Mas não. Regressou acompanhada por um colega, que trazia debaixo do braço o que presumi ser o livrinho amarelo. Este, cortesmente, convidou-me a sentar-me no balcão ao lado e dispôs-se a ouvir-me. Repeti o já dito e recém chegado funcionário, sempre com ar sério mas amável, começou a dedilhar o computador. Verificou as minhas contas, explicou-me que, dadas as circunstâncias (a megera ao lado, claro), teria de me pedir comprovação de uma despesa, bem gorda ( quase sete brasas, porra!) por sinal. E mais outra, essa de conservação que andava por uns largos centos de euros Se o meu Irmão lha poderia mandar imediatamente por mail. Liguei para o caçula, expus-lhe a situação e ele declarou que em relação á primeira era chato mas factível enquanto que no caso da segunda havia que juntar cerca de quarenta documentos.
Ao saber disto, o funcionário, bendito seja ele!) que me atendia afirmou que se contentaria com a grandona.
E deu-me o seu mail para eu lha poder mandar. E recomendou-me pressa pois ia amanhã para férias. E que eu não me inquietasse pois se hoje fosse de todo em todo impossível fazer chegar os documentos, ele deixaria (se por mim avisado da impossibilidade) tudo ao cuidado de um colega.
Agradeci como competia o cuidado, o zelo, a simpatia e a compreensão desse verdadeiro servidor público. Resolvi não apresentar reclamação contra a hedionda gorda. O meu interlocutor, com habilidade mas discretamente, traçou-me o quadro negro do calor que fez, dios montes de contibuintes alarmados e queixosos, da trabalheira medonha, enfim, sem nunca o dizer tentou desculpar a imbecil mal educada do lado. Que se lixe a criatura, espécie de peido engarrafado!
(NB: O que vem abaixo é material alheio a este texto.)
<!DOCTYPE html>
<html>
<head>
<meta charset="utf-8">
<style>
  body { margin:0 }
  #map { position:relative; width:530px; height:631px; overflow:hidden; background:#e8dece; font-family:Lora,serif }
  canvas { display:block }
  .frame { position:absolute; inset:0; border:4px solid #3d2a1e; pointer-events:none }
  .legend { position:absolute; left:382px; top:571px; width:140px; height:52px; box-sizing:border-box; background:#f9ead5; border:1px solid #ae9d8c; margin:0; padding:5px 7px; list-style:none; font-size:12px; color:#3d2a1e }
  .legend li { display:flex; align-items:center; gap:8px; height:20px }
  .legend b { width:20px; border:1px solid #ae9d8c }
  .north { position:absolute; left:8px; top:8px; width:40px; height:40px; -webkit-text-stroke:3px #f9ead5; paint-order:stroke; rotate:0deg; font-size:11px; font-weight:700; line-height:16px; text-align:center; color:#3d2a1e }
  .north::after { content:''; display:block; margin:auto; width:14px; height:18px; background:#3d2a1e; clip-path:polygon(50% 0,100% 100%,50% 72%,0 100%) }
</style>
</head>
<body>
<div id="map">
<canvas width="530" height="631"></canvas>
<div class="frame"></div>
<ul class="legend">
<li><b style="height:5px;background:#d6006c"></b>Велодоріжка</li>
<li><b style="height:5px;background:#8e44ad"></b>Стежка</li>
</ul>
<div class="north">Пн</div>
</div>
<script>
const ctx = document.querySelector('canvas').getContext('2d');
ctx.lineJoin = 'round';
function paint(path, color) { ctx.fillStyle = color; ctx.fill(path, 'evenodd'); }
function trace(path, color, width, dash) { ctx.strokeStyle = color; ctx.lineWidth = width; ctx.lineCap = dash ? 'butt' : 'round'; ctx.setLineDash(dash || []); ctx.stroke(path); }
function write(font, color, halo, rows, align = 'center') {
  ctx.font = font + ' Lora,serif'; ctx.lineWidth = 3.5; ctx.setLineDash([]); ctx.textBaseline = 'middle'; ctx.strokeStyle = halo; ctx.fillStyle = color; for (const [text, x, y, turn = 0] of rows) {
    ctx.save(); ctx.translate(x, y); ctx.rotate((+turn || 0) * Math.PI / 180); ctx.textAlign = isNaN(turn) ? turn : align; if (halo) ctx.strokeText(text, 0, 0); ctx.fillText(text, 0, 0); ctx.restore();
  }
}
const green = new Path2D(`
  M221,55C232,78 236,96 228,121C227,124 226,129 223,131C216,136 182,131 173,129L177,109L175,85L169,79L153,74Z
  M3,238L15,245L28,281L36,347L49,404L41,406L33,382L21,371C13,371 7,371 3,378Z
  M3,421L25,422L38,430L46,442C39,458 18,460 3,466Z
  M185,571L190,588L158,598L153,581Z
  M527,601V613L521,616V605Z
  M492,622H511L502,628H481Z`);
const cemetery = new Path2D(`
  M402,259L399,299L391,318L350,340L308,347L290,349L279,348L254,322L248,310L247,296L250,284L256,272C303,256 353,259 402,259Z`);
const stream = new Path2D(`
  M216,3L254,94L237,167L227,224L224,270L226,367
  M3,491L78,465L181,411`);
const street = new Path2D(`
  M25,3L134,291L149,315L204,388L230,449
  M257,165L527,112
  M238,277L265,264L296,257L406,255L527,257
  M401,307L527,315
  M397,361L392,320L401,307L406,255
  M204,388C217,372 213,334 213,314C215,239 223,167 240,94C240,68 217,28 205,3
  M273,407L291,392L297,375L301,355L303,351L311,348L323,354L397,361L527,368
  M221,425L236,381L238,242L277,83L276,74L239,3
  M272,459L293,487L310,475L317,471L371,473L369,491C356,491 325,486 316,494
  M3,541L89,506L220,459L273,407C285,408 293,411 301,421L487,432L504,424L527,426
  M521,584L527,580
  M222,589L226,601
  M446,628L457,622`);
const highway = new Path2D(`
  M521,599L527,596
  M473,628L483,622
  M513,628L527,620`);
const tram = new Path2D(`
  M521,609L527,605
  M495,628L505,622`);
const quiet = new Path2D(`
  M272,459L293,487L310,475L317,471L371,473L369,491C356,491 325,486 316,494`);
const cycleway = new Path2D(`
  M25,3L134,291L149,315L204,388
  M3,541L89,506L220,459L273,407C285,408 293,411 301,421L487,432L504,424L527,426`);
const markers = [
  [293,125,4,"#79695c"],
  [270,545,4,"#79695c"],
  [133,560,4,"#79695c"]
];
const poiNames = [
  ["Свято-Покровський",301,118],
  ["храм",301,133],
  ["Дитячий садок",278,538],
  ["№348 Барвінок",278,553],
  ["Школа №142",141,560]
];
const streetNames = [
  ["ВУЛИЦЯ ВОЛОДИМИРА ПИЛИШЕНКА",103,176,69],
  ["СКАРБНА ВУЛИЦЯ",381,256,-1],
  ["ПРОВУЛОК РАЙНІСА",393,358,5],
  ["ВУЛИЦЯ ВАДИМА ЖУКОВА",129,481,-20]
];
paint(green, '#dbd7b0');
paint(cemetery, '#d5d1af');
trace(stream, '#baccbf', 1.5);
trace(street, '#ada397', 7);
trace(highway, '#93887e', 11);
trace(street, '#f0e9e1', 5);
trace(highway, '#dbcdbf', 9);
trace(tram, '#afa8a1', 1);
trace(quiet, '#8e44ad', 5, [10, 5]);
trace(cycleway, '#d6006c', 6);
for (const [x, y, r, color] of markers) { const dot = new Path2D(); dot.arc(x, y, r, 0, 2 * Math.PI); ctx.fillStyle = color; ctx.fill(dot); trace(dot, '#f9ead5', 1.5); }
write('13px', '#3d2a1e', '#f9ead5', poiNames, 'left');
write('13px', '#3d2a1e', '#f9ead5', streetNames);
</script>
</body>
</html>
E boas férias, colega funcionário, boas férias, bom tempo, boa sorte.
Por um momento desculpei o mundo e esta nossa triste realidade. E fui, numa carreira, deitar águas a um café perto, pois estar ali, mesmo se a ler (li tudo o que levava), dá a volta à bexiga de um cavalheiro.
Leitores que aqui heroicamente chegaram: isto do fisco é uma maldição que nos lançaram. E numa época de computadores, ninguém percebe este estúpido bairrismo. Nada é feito para aliviar os incómodos do contribuinte. Parece que somos todos suspeitos de pedofilia ou algo ainda mais grave. O Estado, este Estado trata-nos como “cães perdidos sem coleira”. Só servimos para pagar sem bufar. A grande maioria dos nossos concidadãos, mais frágeis, mais ignorantes, mais timoratos, abaixa a cabeça e deixa-se espezinhar. Quando estas cobras cuspideiras apanham pela frente um cidadão educado, com estudos e exigente, até se mijam nas calças. Peçam sempre o livrinho das reclamações. A cada má vontade, reclamação. A cada grosseria, resistência. Portugal muda por baixo, não por cima. A eles, sem pavor.